Panzenböck, M. University of Vienna, Austria, email@example.com
CARBON FLUX FROM PHYTO- TO BACTERIOPLANKTON IN A HIGH ARCTIC LAKE ON FRANZ-JOSEPH-LAND
Dynamics of autotrophic and heterotrophic communities with focus on primary and bacterial production were followed in a high arctic lake on Franz-Joseph-Land (80 to 82 N, 45 to 65 E) in July and August 1996. The investigated lake is ultraoligotrophic, permanently ice-covered (~10% ice-free in summer)and maximum water temperature is 2 C. Phytoplankton biomass and primary production decreased during the investigation period.
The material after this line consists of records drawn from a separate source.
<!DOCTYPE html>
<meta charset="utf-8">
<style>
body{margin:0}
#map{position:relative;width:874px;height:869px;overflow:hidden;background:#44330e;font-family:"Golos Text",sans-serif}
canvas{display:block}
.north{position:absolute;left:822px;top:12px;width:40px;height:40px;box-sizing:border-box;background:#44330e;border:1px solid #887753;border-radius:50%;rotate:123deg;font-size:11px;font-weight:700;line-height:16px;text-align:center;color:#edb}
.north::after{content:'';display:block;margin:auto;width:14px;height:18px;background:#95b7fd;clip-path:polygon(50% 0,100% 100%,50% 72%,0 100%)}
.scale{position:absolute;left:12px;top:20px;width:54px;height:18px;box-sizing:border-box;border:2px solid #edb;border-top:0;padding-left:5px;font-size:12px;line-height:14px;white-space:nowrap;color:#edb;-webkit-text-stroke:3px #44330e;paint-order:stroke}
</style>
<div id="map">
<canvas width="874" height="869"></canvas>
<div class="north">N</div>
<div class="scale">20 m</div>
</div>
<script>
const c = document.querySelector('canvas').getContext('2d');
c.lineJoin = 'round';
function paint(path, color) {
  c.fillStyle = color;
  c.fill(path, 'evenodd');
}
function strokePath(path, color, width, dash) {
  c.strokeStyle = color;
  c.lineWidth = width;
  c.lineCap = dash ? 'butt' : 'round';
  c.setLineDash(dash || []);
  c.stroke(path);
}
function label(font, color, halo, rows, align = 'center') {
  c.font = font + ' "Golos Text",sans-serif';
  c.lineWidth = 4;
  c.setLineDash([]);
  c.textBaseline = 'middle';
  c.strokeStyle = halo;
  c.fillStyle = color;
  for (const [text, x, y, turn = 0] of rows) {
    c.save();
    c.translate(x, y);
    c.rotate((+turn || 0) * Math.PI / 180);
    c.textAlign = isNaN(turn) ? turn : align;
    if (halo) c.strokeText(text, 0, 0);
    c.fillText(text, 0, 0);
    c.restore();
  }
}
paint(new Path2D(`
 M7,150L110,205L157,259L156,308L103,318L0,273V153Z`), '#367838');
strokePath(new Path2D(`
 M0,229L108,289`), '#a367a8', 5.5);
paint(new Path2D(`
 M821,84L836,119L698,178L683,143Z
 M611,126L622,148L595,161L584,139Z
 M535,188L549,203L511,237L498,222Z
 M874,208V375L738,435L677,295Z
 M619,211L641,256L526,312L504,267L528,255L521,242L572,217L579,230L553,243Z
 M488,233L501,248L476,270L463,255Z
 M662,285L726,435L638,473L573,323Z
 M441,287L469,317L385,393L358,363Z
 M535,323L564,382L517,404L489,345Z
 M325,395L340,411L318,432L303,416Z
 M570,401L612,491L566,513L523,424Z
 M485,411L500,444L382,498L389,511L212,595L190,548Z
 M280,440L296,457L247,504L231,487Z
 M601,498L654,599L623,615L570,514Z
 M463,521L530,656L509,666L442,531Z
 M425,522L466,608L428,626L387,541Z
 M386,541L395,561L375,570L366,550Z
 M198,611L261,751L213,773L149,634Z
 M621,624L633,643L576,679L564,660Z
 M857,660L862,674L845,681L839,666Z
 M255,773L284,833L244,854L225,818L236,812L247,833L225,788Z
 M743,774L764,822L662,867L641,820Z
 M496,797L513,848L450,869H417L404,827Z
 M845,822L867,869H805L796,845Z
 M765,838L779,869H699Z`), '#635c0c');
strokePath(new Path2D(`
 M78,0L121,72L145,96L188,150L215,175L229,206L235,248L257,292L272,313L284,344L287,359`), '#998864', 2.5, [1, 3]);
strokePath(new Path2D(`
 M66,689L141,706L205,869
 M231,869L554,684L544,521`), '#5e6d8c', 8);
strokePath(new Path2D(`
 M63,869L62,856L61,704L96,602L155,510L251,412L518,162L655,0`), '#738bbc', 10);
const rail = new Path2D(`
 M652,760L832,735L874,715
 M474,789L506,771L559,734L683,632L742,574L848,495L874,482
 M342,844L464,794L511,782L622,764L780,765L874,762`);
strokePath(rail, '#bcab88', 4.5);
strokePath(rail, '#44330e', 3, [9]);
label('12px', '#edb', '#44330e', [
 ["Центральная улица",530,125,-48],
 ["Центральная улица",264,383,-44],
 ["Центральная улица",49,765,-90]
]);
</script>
At the end of the algal bloom the photosynthetical extracellular release (Per) predominated over the particulate production. The extracellular carbon corrected for bacterial uptake amounted to 30-96% of carbon fixation. Temporal dynamics of bacterioplankton production covariated with percentage of Per indicating that Per is the major carbon source for bacteria. About 31% of Per and 19% of totally primary production, respectively, was used for bacterial growth. Transport of algal carbon to rotifers was of similar magnitude whereas flagellates metabolism seemed to be negligible for carbon pathways in this arctic lake.